Well, she was the same as she’d always been. The last time I’d seen her, she
told me held a sword underneath her tongue. When The Nightcatcher came around
again all she’d have to do was open her mouth and cut off The Nightcatcher’s
head. With it, she’d grow a tree, and from that tree, feed the entire world.
Nobody would ever go hungry again.
“Once, a god of poison came out of the hush place, and
poisoned an entire town,” Charlie said.
“That isn’t in your mythology books,” I whispered.
He coughed again. There it was, a chunk of glass from his
cat-o-nine tails, spit and saliva in my palm.
Phaedra told me to leave him. That I was
addicted to the pain that broken people caused. She said all
fourteen-year-olds were, but I don’t think she paid much attention. She
smuggled Venus flytraps in her backpack and whispered Bukowski poetry to them.
She whispered to me with her nose in the mouth of Venus’ prickly hairs.
“And besides,” she said, “he kills
“No he doesn’t,” I said.
She didn’t hear me as she started a whispering frenzy under
her breath again, rubbing the Venus’s hairs with the tip of her finger:
she got up and lit a cigarette, she
was trembling all
over. She paced up and down, wild
and crazy. She had
a small body. Her arms were thin,
very thin and when
she screamed and started beating me
I held her
wrists and then I got it through
the eyes: hatred,
centuries deep and true. I was
wrong and graceless and
sick. All the things I had learned
had been wasted.
there was no creature living as
foul as I
and all my poems were
(1) “I’m in Love” by Charles Bukowski
Summer came and school let out. Charlie took me to the river
outside of town. His scars flushed red in the heat. His thin cotton t-shirt and
swim shorts couldn’t hide the whip burns and scars webbing his skin.
We stood on the bridge and looked down into the water. Even
in summer’s sunshine, the water below lay dark and churning.
“I used to come here alone,” he said. “I held my hands over
the water until I didn’t know where I began and the water ended.”
When I stared down at the murk, I knew Charlie didn’t take
me here to swim. I crossed my arms over my chest and felt my Momma’s two sizes
too big bikini underneath my clothes.
“I used to think it didn’t have a bottom,” he said, and then
nodded off in the middle of the sentence, his head dipping against his chin.
Nobody would think of swimming in that murky blackness. Nobody except someone who’d been there before.

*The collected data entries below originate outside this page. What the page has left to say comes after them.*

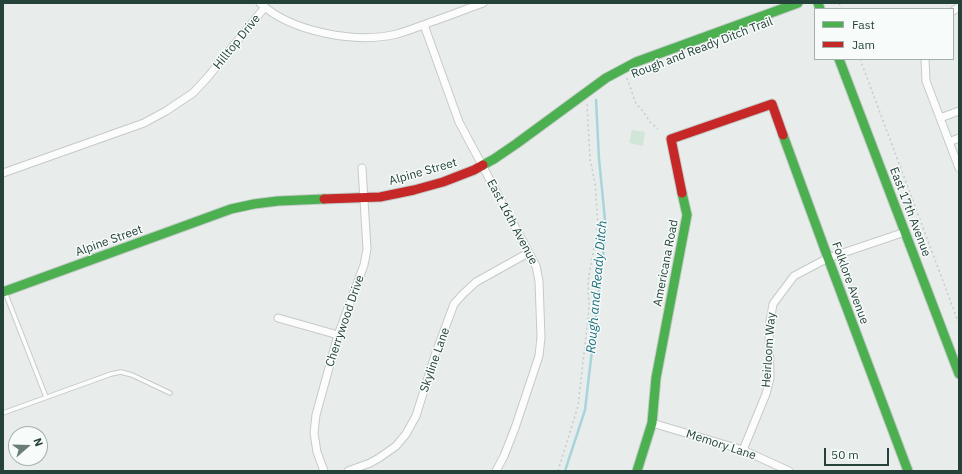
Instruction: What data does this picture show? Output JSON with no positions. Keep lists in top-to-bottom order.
{
  "streets": {
    "street": [
      "Hilltop Drive",
      "Alpine Street",
      "East 17th Avenue",
      "East 16th Avenue",
      "Americana Road",
      "Folklore Avenue",
      "Cherrywood Drive",
      "Heirloom Way",
      "Skyline Lane",
      "Memory Lane"
    ]
  },
  "crossings": [
    ["Hilltop Drive", "East 16th Avenue"],
    ["Alpine Street", "East 16th Avenue"],
    ["Alpine Street", "Cherrywood Drive"],
    ["East 17th Avenue", "Heirloom Way"],
    ["East 16th Avenue", "Skyline Lane"],
    ["Americana Road", "Folklore Avenue"],
    ["Americana Road", "Memory Lane"],
    ["Folklore Avenue", "Heirloom Way"],
    ["Heirloom Way", "Memory Lane"]
  ],
  "water": ["Rough and Ready Ditch"],
  "legend": ["Fast", "Jam"],
  "scale_bar": "50 m",
  "north": "right"
}
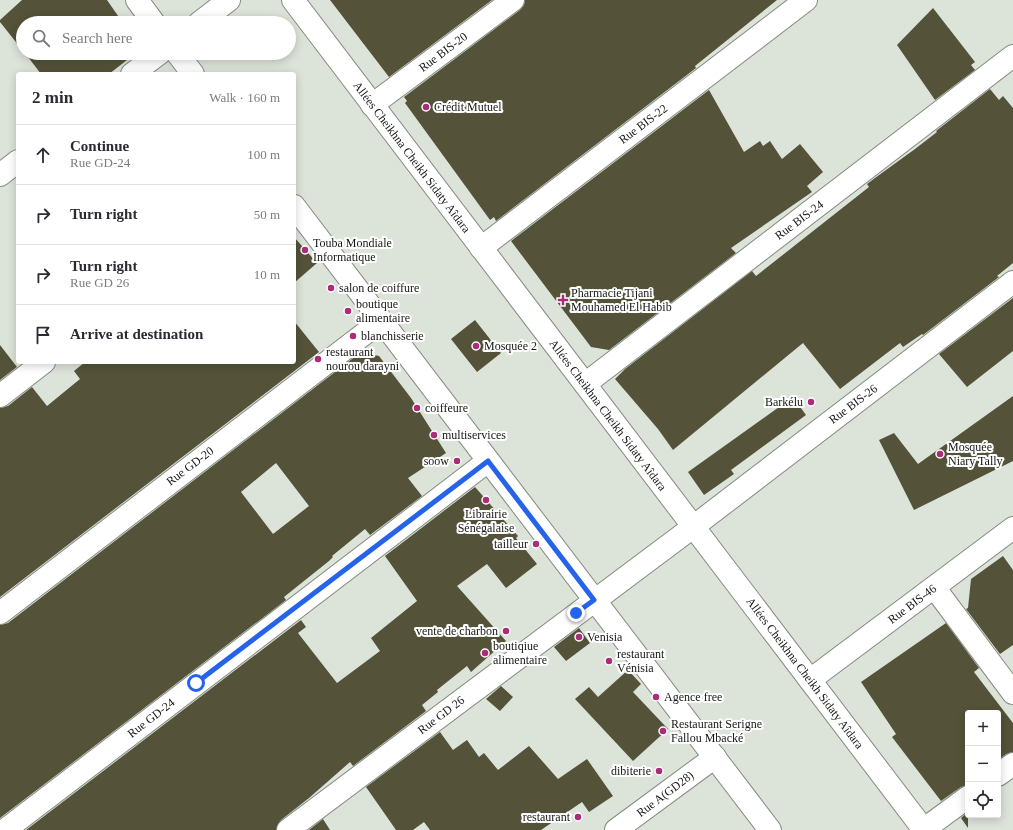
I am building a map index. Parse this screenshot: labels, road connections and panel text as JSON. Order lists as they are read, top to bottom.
{
  "streets": {
    "street": [
      "Rue BIS-20",
      "Rue BIS-22",
      "Allées Cheikhna Cheikh Sidaty Aîdara",
      "Rue BIS-24",
      "Rue BIS-26",
      "Rue GD-20",
      "Rue BIS-46",
      "Rue GD 26",
      "Rue GD-24",
      "Rue A(GD28)"
    ]
  },
  "crossings": [
    ["Rue BIS-20", "Allées Cheikhna Cheikh Sidaty Aîdara"],
    ["Rue BIS-22", "Allées Cheikhna Cheikh Sidaty Aîdara"],
    ["Allées Cheikhna Cheikh Sidaty Aîdara", "Rue BIS-24"],
    ["Allées Cheikhna Cheikh Sidaty Aîdara", "Rue BIS-26"],
    ["Allées Cheikhna Cheikh Sidaty Aîdara", "Rue BIS-46"],
    ["Rue BIS-26", "Rue GD 26"]
  ],
  "places": {
    "other": [
      "Crédit Mutuel",
      "Touba Mondiale Informatique",
      "salon de coiffure",
      "boutique alimentaire",
      "blanchisserie",
      "Mosquée 2",
      "restaurant nourou darayni",
      "Barkélu",
      "coiffeure",
      "multiservices",
      "Mosquée Niary Tally",
      "soow",
      "Librairie Sénégalaise",
      "tailleur",
      "vente de charbon",
      "Venisia",
      "boutiqiue alimentaire",
      "restaurant Vénisia",
      "Agence free",
      "Restaurant Serigne Fallou Mbacké",
      "dibiterie",
      "restaurant"
    ],
    "health": ["Pharmacie Tijani Mouhamed El Habib"]
  },
  "page": {
    "search": "Search here",
    "heading": ["2 min", "Walk · 160 m"],
    "list": [
      ["Continue", "Rue GD-24", "100 m"],
      ["Turn right", "50 m"],
      ["Turn right", "Rue GD 26", "10 m"],
      "Arrive at destination"
    ],
    "map_buttons": ["+", "−"]
  }
}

Sleep deprivation could cause dizziness, hallucinations,
aching, paranoia, stunted growth, self-flagellation with a cat-o-nine tails,
and sleep chasing a demon across your girlfriend’s yard. Maybe it could cause
you to kiss her by the side of the river, like you’ll never kiss her again,
pushing grit and sand into her mouth with your tongue. Maybe you’d stand up,
knees shaking, point to the highest tree and say, “Think I can jump from all
the way up there?”
I watched Charlie climb the tree above the river until it
arched like an arthritic spine, until he couldn’t climb any higher without
breaking branches. I should have told him to stop, but I guess I wanted to know
if he’d actually do it. If he’d really jump.